A iniciativa logo ganhou fôlego. O primeiro encontro das maestras foi organizado naquele mesmo ano na capital paulista, e a quarta edição do simpósio, batizado de Women Conductors, aconteceu há dois meses, em Buenos Aires, com 218 participantes de 24 países.
Na capital argentina, os debates abordaram temas como a construção de carreira de uma regente e os desafios para a vida familiar. Além de participar de algumas discussões, Amadio deu um curso de regência e conduziu a Sinfônica Nacional do país na interpretação de uma obra da argentina Irma Urteaga -"não fosse por esse concerto, eu jamais teria conhecido essa grande compositora".
Aliás, a presença de mais compositoras no repertório da OSMG é um dos objetivos de Amadio, que está concluindo os detalhes da programação do ano que vem. Essa busca, porém, ainda depende muito de "esforço pessoal", afirma. "Há poucas iniciativas sistematizadas de divulgar o trabalho de compositoras. Isso não é ensinado para a gente nas faculdades. As compositoras sempre existiram, mas nunca estiveram presentes de maneira flagrante."

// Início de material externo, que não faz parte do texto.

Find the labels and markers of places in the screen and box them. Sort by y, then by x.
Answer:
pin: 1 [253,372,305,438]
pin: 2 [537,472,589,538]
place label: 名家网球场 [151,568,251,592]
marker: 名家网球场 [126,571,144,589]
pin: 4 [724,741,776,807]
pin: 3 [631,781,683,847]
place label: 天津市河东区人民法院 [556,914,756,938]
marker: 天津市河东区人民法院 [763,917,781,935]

Amadio cita, então, mais de dez compositoras brasileiras de música clássica e ressalta duas delas: Marisa Rezende, cuja obra será lembrada num dos concertos de 2024, e Jocy de Oliveira.
No final da entrevista, ela admite um certo cansaço na busca por uma presença maior das mulheres à frente das orquestras. Quem sabe um dia, ela imagina, teatros e casas de ópera tenham mais maestras em ação e, assim, simpósios como Women Conductors percam a razão de ser.